→ **SUPPLIED MATERIAL**:
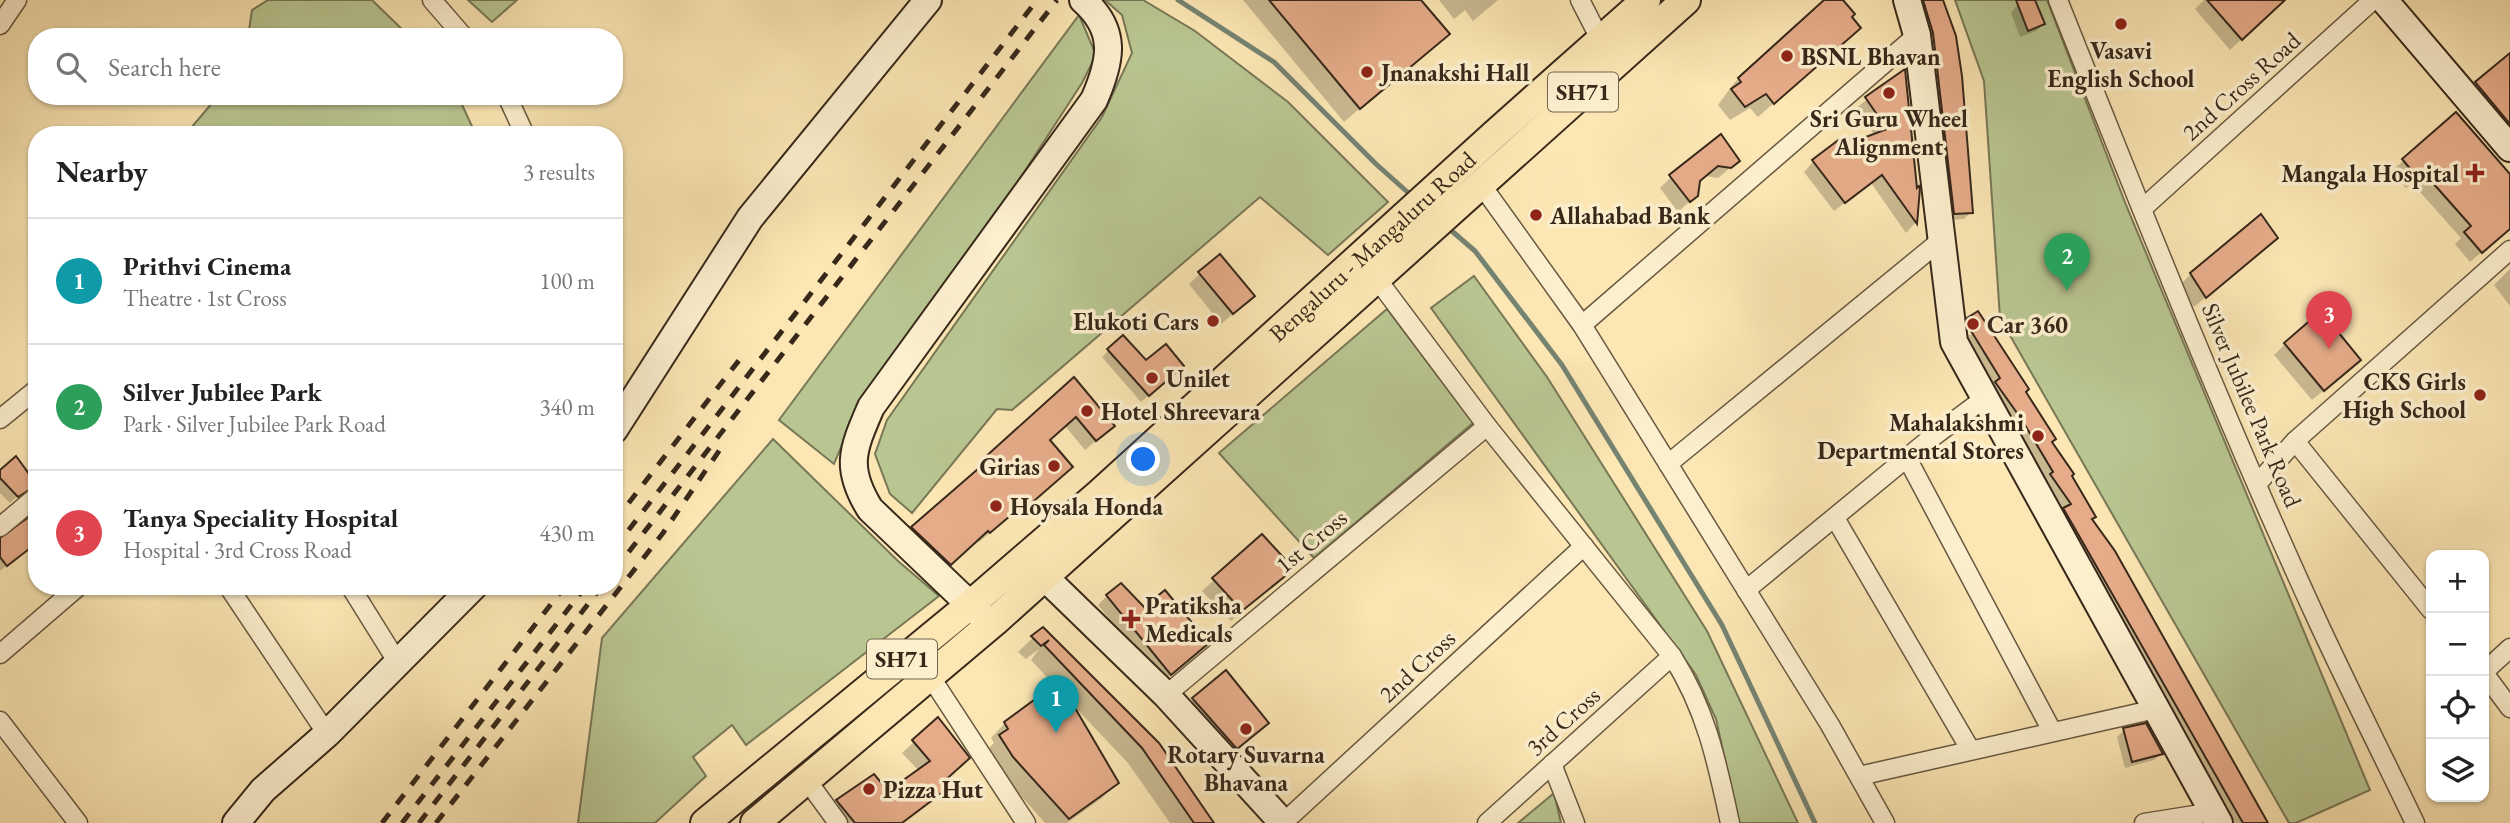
<!DOCTYPE html>
<html lang="en">
<head>
<meta charset="utf-8">
<style>
  :root { --surface:#fff; --page:#f2f2f2; --text:#222; --muted:#767676; --line:#e0e0e0; --accent:#8f2418 }
  body { margin:0; font-family:"EB Garamond",serif; background:var(--page); color:var(--text) }
  .controls { position:absolute; right:21px; bottom:21px; display:grid; overflow:hidden; border-radius:14px; box-shadow:0 2px 5px #0004 }
  .controls button { width:63px; height:63px; display:grid; place-items:center; padding:0; border:0; border-bottom:2px solid var(--line); background:var(--surface); color:var(--text); font:35px sans-serif }
  .you { position:absolute; left:1144px; top:460px; width:24px; height:24px; margin:-18px; border:5px solid #fff; border-radius:50%; background:#1a73e8; box-shadow:0 0 0 10px #1a73e833 }
  .badge { display:grid; place-items:center; width:46px; height:46px; border-radius:50%; background:var(--accent); color:#fff; font-size:23px; font-weight:700 }
  .pin { position:absolute; translate:-50% -58px; filter:drop-shadow(0 2px 4px #0008) }
  .pin::after { content:''; position:absolute; top:37px; width:24px; height:21px; background:inherit; clip-path:polygon(0 0,100% 0,50% 100%) }
  .list { margin:0; padding:0; list-style:none }
  h2 { display:flex; justify-content:space-between; align-items:center; height:91px; margin:0; padding:0 28px; font-size:30px }
  h2 small { font-size:23px; font-weight:400; color:var(--muted) }
  .list li { display:grid; grid-template-columns:46px 1fr auto; gap:21px; align-items:center; box-sizing:border-box; height:126px; padding:0 28px; border-top:2px solid var(--line) }
  .list b { display:block; font-size:26px; white-space:nowrap }
  .list p { margin:0; font-size:23px; white-space:nowrap; color:var(--muted) }
  .list em { font-size:23px; font-style:normal; color:var(--muted) }
  .icon { flex:none; width:38px; height:38px; fill:none; stroke:currentColor; stroke-width:2; stroke-linecap:round; stroke-linejoin:round }
  .map { position:relative; flex:none; width:2510px; height:823px; overflow:hidden }
  .search { position:absolute; background:var(--surface); box-shadow:0 2px 5px #0004; left:28px; top:28px; width:595px; height:77px; display:flex; align-items:center; gap:18px; box-sizing:border-box; padding:0 24px; border-radius:28px; color:var(--muted); font-size:26px }
  .panel { position:absolute; background:var(--surface); box-shadow:0 2px 5px #0004; left:28px; top:126px; width:595px; height:469px; border-radius:28px }
  .map>svg:first-child { display:block }
</style>
</head>
<body>
<div class="map">
<svg width="2510" height="823" viewBox="0 0 2510 823">
  <rect width="100%" height="100%" fill="#fbe6b4"/>
  <filter id="stains"><feTurbulence type="fractalNoise" baseFrequency=".00286" numOctaves="4"/><feColorMatrix values="0 0 0 0 .2 0 0 0 0 .09 0 0 0 0 .02 0 0 0 .5 -.17"/></filter>
  <radialGradient id="worn" r=".72"><stop offset=".6" stop-color="#630" stop-opacity="0"/><stop offset="1" stop-color="#630" stop-opacity=".3"/></radialGradient>
  <g fill="#b9c691" stroke="#787756" stroke-width="2">
    <polygon points="268,0 372,0 410,37 248,37 252,10"/>
    <polygon points="468,0 517,0 492,22"/>
    <polygon points="1105,0 1143,0 1195,31 1288,102 1388,202 1328,255 1260,197 1012,410 997,409 912,513 890,494 875,454 887,420 1102,117 1132,53 1122,15"/>
    <polygon points="1955,0 2047,0 2126,205 2370,790 2296,823 2289,823 2000,318 1984,81"/>
    <polygon points="1079,15 1096,55 1082,83 1019,180 859,404 834,464 779,420"/>
    <polygon points="218,96 458,96 476,135 185,135"/>
    <polygon points="1474,276 1547,377 1707,631 1798,823 1739,823 1716,719 1696,675 1431,308"/>
    <polygon points="1387,309 1473,423 1314,558 1219,453"/>
    <polygon points="773,439 898,561 939,596 746,745 732,725 693,757 706,776 655,823 578,823 602,638"/>
    <polygon points="1554,793 1561,823 1518,823"/>
  </g>
  <g fill="#0003">
    <polygon points="1243,0 1419,0 1447,34 1344,122"/>
    <polygon points="1439,0 1498,0 1473,21 1465,10 1454,19"/>
    <polygon points="1840,0 1844,42 1758,117 1750,108 1730,120 1718,105 1734,83 1823,3"/>
    <polygon points="1915,0 1941,0 1971,212 1964,219 1948,220"/>
    <polygon points="2021,0 2034,0 2043,24 2036,31 2020,37 2011,13"/>
    <polygon points="2204,0 2268,0 2275,7 2230,50 2195,9"/>
    <polygon points="2510,57 2510,113 2493,127 2466,94"/>
    <polygon points="1904,72 1915,191 1917,190 1915,223 1906,233 1871,183 1834,211 1804,172 1813,162 1875,136 1856,108"/>
    <polygon points="2456,114 2510,177 2510,228 2470,262 2455,244 2461,238 2412,183 2406,188 2392,171"/>
    <polygon points="1738,161 1718,178 1706,176 1698,183 1697,195 1678,212 1660,188 1671,177"/>
    <polygon points="2265,248 2194,307 2180,285 2191,274"/>
    <polygon points="2510,269 2510,306 2494,285"/>
    <polygon points="1200,274 1241,307 1221,324 1189,284"/>
    <polygon points="1969,321 2024,392 2091,520 2266,823 2229,823 1958,329 1966,322 1967,335 1971,335"/>
    <polygon points="2285,344 2348,370 2312,400 2274,355"/>
    <polygon points="1109,350 1146,363 1175,373 1141,402 1102,357"/>
    <polygon points="1074,379 1102,436 1085,450 1065,426 1048,441 1060,477 1014,517 1012,514 979,542 977,540 939,574 902,538"/>
    <polygon points="0,472 24,490 10,503 0,493"/>
    <polygon points="1262,537 1291,569 1231,621 1202,591"/>
    <polygon points="0,541 37,542 0,571"/>
    <polygon points="1107,596 1143,610 1198,652 1161,683 1098,605"/>
    <polygon points="1042,629 1212,823 1170,823 1128,763 1071,703 1117,783 1102,798 1067,823 1045,823 999,771 986,751 994,743 991,738 1005,723 1058,706 1067,699 1031,660 1039,649 1026,659 1018,652"/>
    <polygon points="1225,673 1267,723 1226,758 1183,709"/>
    <polygon points="938,720 940,783 944,789 903,823 835,823 827,813 874,776 888,794 919,771 902,753"/>
    <polygon points="2124,730 2161,754 2154,760 2125,768 2117,737"/>
  </g>
  <g fill="none" stroke-linecap="round" stroke-linejoin="round">
    <g stroke="#758371" stroke-width="5">
      <polyline points="1178,0 1274,62 1376,164 1413,197"/>
      <polyline points="1446,226 1475,251 1562,365 1722,625 1815,823"/>
    </g>
  </g>
  <g fill="#e6ac8a" stroke="#37281a" stroke-width="2">
    <polygon points="1269,0 1421,0 1450,34 1360,109"/>
    <polygon points="1824,0 1843,0 1855,14 1852,17 1861,28 1774,104 1766,94 1745,107 1731,89 1741,82 1738,78"/>
    <polygon points="1923,0 1943,0 1956,36 1962,76 1973,213 1954,214 1933,33"/>
    <polygon points="2016,0 2035,0 2045,24 2028,31"/>
    <polygon points="2207,0 2285,0 2242,40"/>
    <polygon points="2510,53 2510,124 2475,82"/>
    <polygon points="1905,69 1917,188 1919,186 1920,188 1917,224 1882,175 1845,203 1812,160 1841,138 1858,140 1887,129 1865,97"/>
    <polygon points="2456,112 2510,174 2510,229 2482,253 2464,232 2471,226 2424,173 2418,178 2402,159"/>
    <polygon points="1721,134 1740,161 1731,168 1718,166 1700,181 1698,196 1690,202 1669,175"/>
    <polygon points="2261,214 2278,238 2206,298 2190,273"/>
    <polygon points="1220,254 1255,296 1233,314 1198,272"/>
    <polygon points="1978,311 2029,389 2026,392 2056,439 2052,442 2074,474 2072,476 2096,517 2092,519 2115,551 2268,823 2243,823 2082,541 2063,508 2071,504 2050,474 2053,472 2022,420 1995,382 2000,378 1968,326 1967,318"/>
    <polygon points="2321,311 2361,360 2324,391 2284,343"/>
    <polygon points="1123,335 1146,360 1166,344 1184,366 1149,396 1107,349"/>
    <polygon points="1074,377 1115,426 1096,441 1076,417 1050,440 1073,467 1026,508 1023,505 990,533 988,531 951,565 911,527 986,462 983,459"/>
    <polygon points="16,456 37,485 18,497 0,478 0,470"/>
    <polygon points="37,511 37,557 29,549 7,566 0,557 0,538"/>
    <polygon points="1262,534 1294,569 1242,611 1212,578"/>
    <polygon points="1121,583 1144,607 1165,590 1209,643 1171,675 1106,595"/>
    <polygon points="1043,627 1159,743 1214,823 1194,823 1142,748 1044,645 1049,640 1041,646 1031,636"/>
    <polygon points="1226,670 1269,723 1237,749 1192,698"/>
    <polygon points="1046,691 1058,704 1068,696 1119,783 1069,819 1013,757 999,735 1008,729 1004,722"/>
    <polygon points="938,717 970,758 942,783 947,789 902,823 855,823 836,800 874,774 888,791 930,761 912,740"/>
    <polygon points="2146,723 2163,754 2132,762 2123,728"/>
  </g>
  <g fill="none" stroke-linecap="round" stroke-linejoin="round">
    <defs>
      <g id="street">
        <polyline points="432,0 464,37"/>
        <polyline points="1580,0 1600,39"/>
        <path d="M2058,0C2141,208 2224,418 2318,622C2349,689 2383,756 2415,823"/>
        <polyline points="0,25 17,0"/>
        <polyline points="507,96 525,135"/>
        <polyline points="1480,183 1582,325 1830,725 1885,823"/>
        <polyline points="2142,209 2373,0"/>
        <path d="M1377,279L1487,426L1672,656C1706,709 1717,762 1730,823"/>
        <polyline points="1582,325 1917,35"/>
        <polyline points="0,419 37,389"/>
        <polyline points="2295,441 2510,250"/>
        <polyline points="1907,458 2052,731"/>
        <polyline points="1668,464 1940,241"/>
        <polyline points="2258,483 2295,441 2431,610"/>
        <polyline points="1835,518 1970,749"/>
        <polyline points="0,527 37,496"/>
        <polyline points="228,586 327,734"/>
        <polyline points="350,586 398,663"/>
        <polyline points="1746,590 1926,442 1985,398"/>
        <polyline points="0,654 79,586"/>
        <polyline points="2484,672 2510,648"/>
        <polyline points="2484,673 2510,708"/>
        <polyline points="930,676 1026,823"/>
        <polyline points="1166,695 1487,426"/>
        <polyline points="0,721 78,823"/>
        <polyline points="1552,764 1575,823"/>
        <polyline points="1859,776 2156,709"/>
        <polyline points="806,779 838,823"/>
        <polyline points="1283,823 1584,546"/>
        <polyline points="1487,823 1672,656"/>
        <polyline points="2144,823 2213,812"/>
      </g>
      <g id="secondary">
        <polyline points="1907,0 1917,35 1954,342 2219,823"/>
        <polyline points="2384,0 2510,148"/>
        <polyline points="614,430 750,218 928,0"/>
        <polyline points="1028,561 1166,695 1283,823"/>
        <path d="M986,620L870,509C844,467 853,449 871,407L1094,100C1111,61 1118,31 1083,0"/>
        <polyline points="236,823 263,790 327,734 474,586"/>
      </g>
      <g id="primary">
        <path id="s1" d="M705,823L976,600L1099,494L1495,134L1646,0"/>
        <polyline points="755,823 995,621 1686,0"/>
      </g>
    </defs>
    <use href="#street" stroke="#685840" stroke-width="21"/>
    <use href="#secondary" stroke="#37281a" stroke-width="30"/>
    <use href="#primary" stroke="#37281a" stroke-width="32"/>
    <use href="#street" stroke="#fcefce" stroke-width="18"/>
    <use href="#secondary" stroke="#fcefce" stroke-width="26"/>
    <use href="#primary" stroke="#fbe6b4" stroke-width="28"/>
    <g stroke="#37281a" stroke-width="5" stroke-dasharray="12 12" stroke-linecap="butt">
      <polyline points="614,522 740,359"/>
      <polyline points="614,549 1037,0"/>
      <polyline points="614,571 1057,0"/>
      <polyline points="382,823 565,586"/>
      <polyline points="402,823 586,586"/>
      <polyline points="419,823 602,586"/>
      <polyline points="436,823 663,533 721,448"/>
    </g>
  </g>
  <g fill="#8f2418" stroke="#fcefce" stroke-width="2.5">
    <circle cx="2121" cy="24" r="7"/>
    <circle cx="1787" cy="56" r="7"/>
    <circle cx="1367" cy="72" r="7"/>
    <circle cx="1889" cy="93" r="7"/>
    <path d="M2471.5 162.5h7v7h7v7h-7v7h-7v-7h-7v-7h7z"/>
    <circle cx="1536" cy="215" r="7"/>
    <circle cx="1213" cy="321" r="7"/>
    <circle cx="1973" cy="324" r="7"/>
    <circle cx="1152" cy="378" r="7"/>
    <circle cx="2480" cy="395" r="7"/>
    <circle cx="1087" cy="411" r="7"/>
    <circle cx="2038" cy="436" r="7"/>
    <circle cx="1054" cy="466" r="7"/>
    <circle cx="996" cy="506" r="7"/>
    <path d="M1127.5 608.5h7v7h7v7h-7v7h-7v-7h-7v-7h7z"/>
    <circle cx="1246" cy="729" r="7"/>
    <circle cx="869" cy="789" r="7"/>
  </g>
  <g text-anchor="middle" dominant-baseline="central" stroke-width="7" stroke-linejoin="round" paint-order="stroke">
    <g fill="#fcefce" stroke="#726450" stroke-width="2">
      <rect x="1548" y="72.5" width="70" height="39" rx="5"/>
      <rect x="867" y="639.5" width="70" height="39" rx="5"/>
    </g>
    <g font-size="23" font-weight="bold" fill="#37281a">
      <text x="1583" y="92">SH71</text>
      <text x="902" y="659">SH71</text>
    </g>
    <g font-size="24" font-weight="bold" fill="#37281a" stroke="#fcefce" text-anchor="start">
      <text x="2121" y="50" text-anchor="middle">Vasavi<tspan x="2121" dy="28">English School</tspan></text>
      <text x="1801" y="56">BSNL Bhavan</text>
      <text x="1381" y="72">Jnanakshi Hall</text>
      <text x="1889" y="118" text-anchor="middle">Sri Guru Wheel<tspan x="1889" dy="28">Alignment</tspan></text>
      <text x="2459" y="173" text-anchor="end">Mangala Hospital</text>
      <text x="1550" y="215">Allahabad Bank</text>
      <text x="1199" y="321" text-anchor="end">Elukoti Cars</text>
      <text x="1987" y="324">Car 360</text>
      <text x="1166" y="378">Unilet</text>
      <text x="2466" y="381" text-anchor="end">CKS Girls<tspan x="2466" dy="28">High School</tspan></text>
      <text x="1101" y="411">Hotel Shreevara</text>
      <text x="2024" y="422" text-anchor="end">Mahalakshmi<tspan x="2024" dy="28">Departmental Stores</tspan></text>
      <text x="1040" y="466" text-anchor="end">Girias</text>
      <text x="1010" y="506">Hoysala Honda</text>
      <text x="1145" y="605">Pratiksha<tspan x="1145" dy="28">Medicals</tspan></text>
      <text x="1246" y="754" text-anchor="middle">Rotary Suvarna<tspan x="1246" dy="28">Bhavana</tspan></text>
      <text x="883" y="789">Pizza Hut</text>
    </g>
    <g font-size="24" fill="#37281a" stroke="#fcefce">
      <text transform="translate(2241 86) rotate(-42)">2nd Cross Road</text>
      <text stroke="none"><textPath href="#s1" startOffset="882">Bengaluru - Mangaluru Road</textPath></text>
      <text transform="translate(2252 405) rotate(67)">Silver Jubilee Park Road</text>
      <text transform="translate(1311 541) rotate(-40)">1st Cross</text>
      <text transform="translate(1417 666) rotate(-43)">2nd Cross</text>
      <text transform="translate(1563 721) rotate(-42)">3rd Cross</text>
    </g>
  </g>
  <rect width="100%" height="100%" filter="url(#stains)"/>
  <rect width="100%" height="100%" fill="url(#worn)"/>
</svg>
<div class="controls">
<button>+</button>
<button>−</button>
<button><svg class="icon" aria-label="locate" viewBox="0 0 24 24"><circle cx="12" cy="12" r="6"/><path d="M12 2v4M12 18v4M2 12h4M18 12h4"/></svg></button>
<button><svg class="icon" aria-label="layers" viewBox="0 0 24 24"><path d="M12 4l9 5-9 5-9-5zM3 14l9 5 9-5"/></svg></button>
</div>
<div class="you"></div>
<div class="pin badge" style="left:1056px;top:733px;background:#0f9aa8">1</div>
<div class="pin badge" style="left:2067px;top:291px;background:#2e9e5b">2</div>
<div class="pin badge" style="left:2329px;top:349px;background:#e0444e">3</div>
<div class="search"><svg class="icon" aria-label="search" viewBox="0 0 24 24"><circle cx="10" cy="10" r="6"/><path d="M15 15l6 6"/></svg>Search here</div>
<section class="panel">
<h2>Nearby<small>3 results</small></h2>
<ul class="list">
<li><span class="badge" style="background:#0f9aa8">1</span><div><b>Prithvi Cinema</b><p>Theatre · 1st Cross</p></div><em>100 m</em></li>
<li><span class="badge" style="background:#2e9e5b">2</span><div><b>Silver Jubilee Park</b><p>Park · Silver Jubilee Park Road</p></div><em>340 m</em></li>
<li><span class="badge" style="background:#e0444e">3</span><div><b>Tanya Speciality Hospital</b><p>Hospital · 3rd Cross Road</p></div><em>430 m</em></li>
</ul>
</section>
</div>
</body>
</html>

→ **EXERCISE**: The answer must consist of every line above that holds the string "rect", copied exactly.

→ **TASK RESPONSE**:
  <rect width="100%" height="100%" fill="#fbe6b4"/>
      <rect x="1548" y="72.5" width="70" height="39" rx="5"/>
      <rect x="867" y="639.5" width="70" height="39" rx="5"/>
  <rect width="100%" height="100%" filter="url(#stains)"/>
  <rect width="100%" height="100%" fill="url(#worn)"/>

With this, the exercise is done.